The constraint ranking proposed by McCarthy for differential dialects of Arabic, one of which is UHA, will suffice.2 The relative rankings between the three constraints introduced thus far will trigger the gradual reduction of any high vowel in the Weak context. As this process will necessarily sanction an intermediate winner with a featureless vowel, the constraint *VWEAK will dominate *[ ]. This ranking means that it is less costly to have a featureless vowel than to have one with internal structure in the Weak context. Obviously, this statement is consistent with the gradual path towards deletion. The other ranking argument involves the constraints *[ ] and Max. The output candidate in which the bare vowel root node of the input is deleted ([ə] → ∅) is not be rendered optimal unless *[ ] dominates Max.
(6) Constraint Hierarchy for High Vowel Deletion
*VWEAK  >>  *[ ]  >>  Max
The tableaux3 below, which are adapted from McCarthy (2019), summarise the HS analysis of high vowel deletion.
(7) High Vowel Deletion
(i)
HS analysis of /fihim + at/ → [fih.mat] ‘she understood’—Step 1
/fihim + at/*VWEAK*[ ]Max
a. → fi.hə.mat 11
b.   fi.hi.mat1WLL
(ii)
HS analysis of /fihim + at/ → [fih.mat] ‘she understood’—Step 2
fi.hə.mat*VWEAK*[ ]Max
a. → fih.mat 1
b.   fi.hə.mat 1WL
(iii)
HS analysis of /fihim + at/ → [fih.mat] ‘she understood’—Step 3 (convergence)
fih.mat*VWEAK*[ ]Max
a. → fih.mat
b.   fi.hə.mat 1W
The three tableaux in (7) demonstrate how gradually a high vowel in the Weak context deletes: /i/ → [ə] → ∅. In the first step, the high vowel loses its simple featural structure.4 Then, the bare root node of the vowel [ə] is deleted in the second step, and the derivation converges in the third step where the candidate with the deleted high vowel is elected again as the most harmonic.5 Each of the first two steps represents a single change from its input. Apparently, the initial syllable in candidates such as fi.hi.mat or fi.hə.mat does not qualify as Weak because it bears stress. Hence, no such syllable will incur any violation of the constraint *VWEAK.
Low vowel non-deletion in UHA and other differential dialects of Arabic is also a consequence of the high ranking of *VWEAK, which will cause the derivation to converge at the first step. As indicated by McCarthy, *VWEAK instigates high vowel deletion by favouring a single-step elimination of its relatively simple featural structure. This one-step reduction is unattainable with the low vowel, which requires two derivational steps to achieve [ə], removing [Open] in the first, then [Colour] in the second. Particularly, it is not possible for GEN in such cases to produce any candidate that satisfies *VWEAK at the first step.
(8) Low Vowel Non-Deletion
HS analysis of /katab + at/ → [ka.ta.bat] ‘she wrote’—Step 1 (convergence)
/katab + at/*VWEAK*[ ]Max
a. → ka.ta.bat1
b.   ka.ti.bat1 1W
In the single step in (8), where the derivation converges, deletion of the low vowel is stopped in its tracks. The candidate (8 b), with the only possible single change towards deletion, loses to the perfectly faithful candidate, as both equally violate *VWEAK.
In the following section, two processes of vowel epenthesis in UHA are treated as the reverse derivations of gradual vowel reduction. Empirical evidence supports the argument for gradual epenthesis with a reversed deletion path: ∅ → [ə] → [i]/[u] → [a]. As discussed below, one of the two processes of vowel epenthesis will converge on the high vowels, but the other will exhaust all derivations until it reaches [a]. Nonetheless, any plausibly gradual analysis of epenthesis will necessarily uphold the same constraint ranking as discussed above for gradual deletion.

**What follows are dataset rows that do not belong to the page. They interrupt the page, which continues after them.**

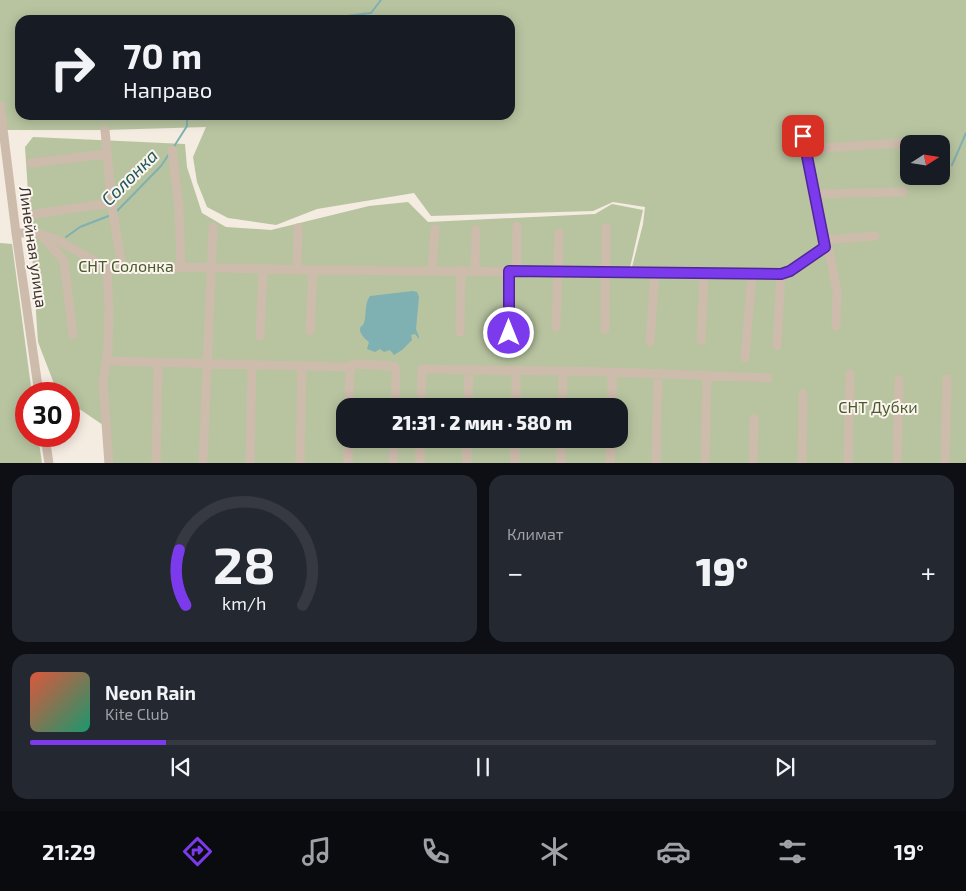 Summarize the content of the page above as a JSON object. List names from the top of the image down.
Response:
{
  "streets": {
    "street": ["Линейная улица"]
  },
  "water": ["Солонка"],
  "parks": ["СНТ Солонка", "СНТ Дубки"],
  "north": "right",
  "page": {
    "turn": ["70 m", "Направо"],
    "limit": "30",
    "trip": "21:31 · 2 мин · 580 m",
    "tile": "Климат",
    "heat": ["−", "19°", "+"],
    "song": ["Neon Rain", "Kite Club"],
    "tabs": ["21:29", "19°"],
    "gauge": ["28", "km/h"]
  }
} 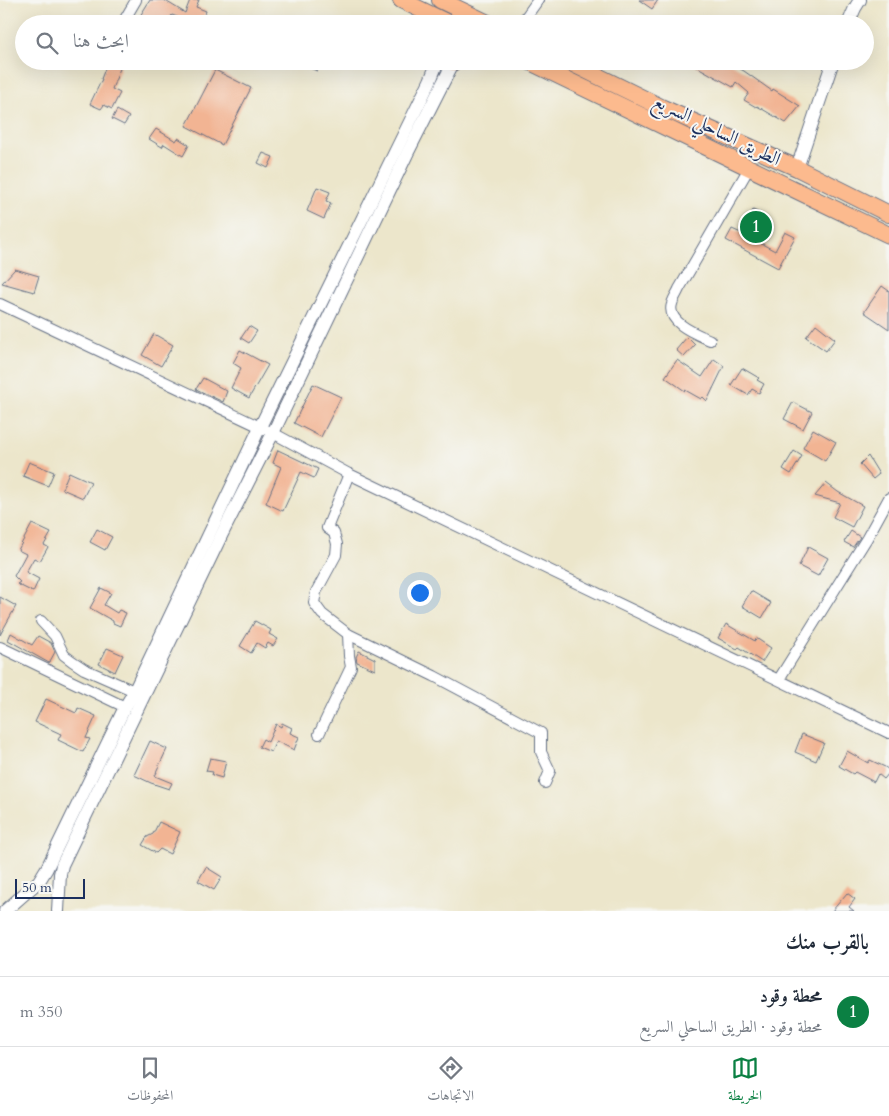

3. Vowel Epenthesis in UHA

Fundamentally, the discussion in this section is a response to a question put forward in McCarthy (2019). As demonstrated above, McCarthy treats deletion, rather than epenthesis, as a process of gradual reduction. By that, he assumes that GEN in HS does not produce candidates in which complex structures making up segments are deleted in one step. In the conclusion of his article, McCarthy asks the question of whether epenthesis is also gradual, offering a view that endorses such a statement. Thus, the main objective in this section is to employ derivations in HS to analyse instances of vowel epenthesis in UHA. More precisely, the fundamental question to consider is whether gradualness, as a property of HS, is also capable of manifesting itself in a multi-step derivational process that builds up the epenthetic vowel’s internal structure. Eventually, such a process will converge on a particular vowel identity that varies from one environment to another. The empirical consequences of any gradual epenthesis of this nature are valid and in harmony with surface-true outputs in UHA.
Two types of vowel epenthesis are present in UHA, high vowel epenthesis (anaptyxis) and low vowel epenthesis. For example, an input such as /ʔism/ will surface as [ʔi.sim] with a high epenthetic vowel inserted to break up the final consonantal cluster, but with inputs such as /bintna/ the epenthetic vowel is always low as in the surface form [bin.ta.na]. As discussed in more detail in the following two subsections, triggering vowel epenthesis in both cases will always be straightforward. The analytical challenge, however, resides in explaining how the language opts for the high vowel rather than the low vowel in one case, and vice versa in the other. The goal in this section is to demonstrate how gradual epenthesis resolves this issue.

3.1. High Vowel Anaptyxis

In this subsection, HS is presented as the theoretical framework that offers a plausible account for a process of high vowel epenthesis in UHA. Gradual vowel epenthesis can be viewed as a process of constructing vowel internal structure in successive steps through which the vowel featural structure, and hence the vowel itself, changes gradually until the derivation converges at a step where the required vowel is achieved. This means that vowel epenthesis does not always dictate going all the way from ∅ to [a], as a vowel in between is sometimes predictable by the derivation.
As attested in UHA, some forms exhibit an anaptyctic vowel inserted to break up a final biconsonantal cluster (Ingham 1971; Abu-Mansour 1987; Jarrah 1993; Al-Mohanna 1998). What triggers this process of vowel epenthesis is the sonority peak on the final consonant of the cluster; that consonant is more sonorous than the one preceding it. The lists of forms below provide some examples.
(9) High Vowel Anaptyxis
(i)a./ʔism/[ʔi.sim]‘name’
b./ħibr/[ħi.bir]‘ink’
c./ʔidn/[ʔi.din]‘ear’
d./tʕifl/[tʕi.fil]‘baby’
(ii)a./gutʕn/[gu.tʕun]‘cotton’
b./rubʕ/[ru.buʕ]‘quarter’
c./∫uʁl/[∫u.ʁul]‘work’
d./∫ukr/[∫u.kur]‘gratitude’
(iii)a./ʔakl/[ʔa.kil]‘food’
b./madħ/[ma.diħ]‘praise’
c./tamr/[ta.mur]‘dates’
d./sʕabʁ/[sʕa.buʁ]‘dye’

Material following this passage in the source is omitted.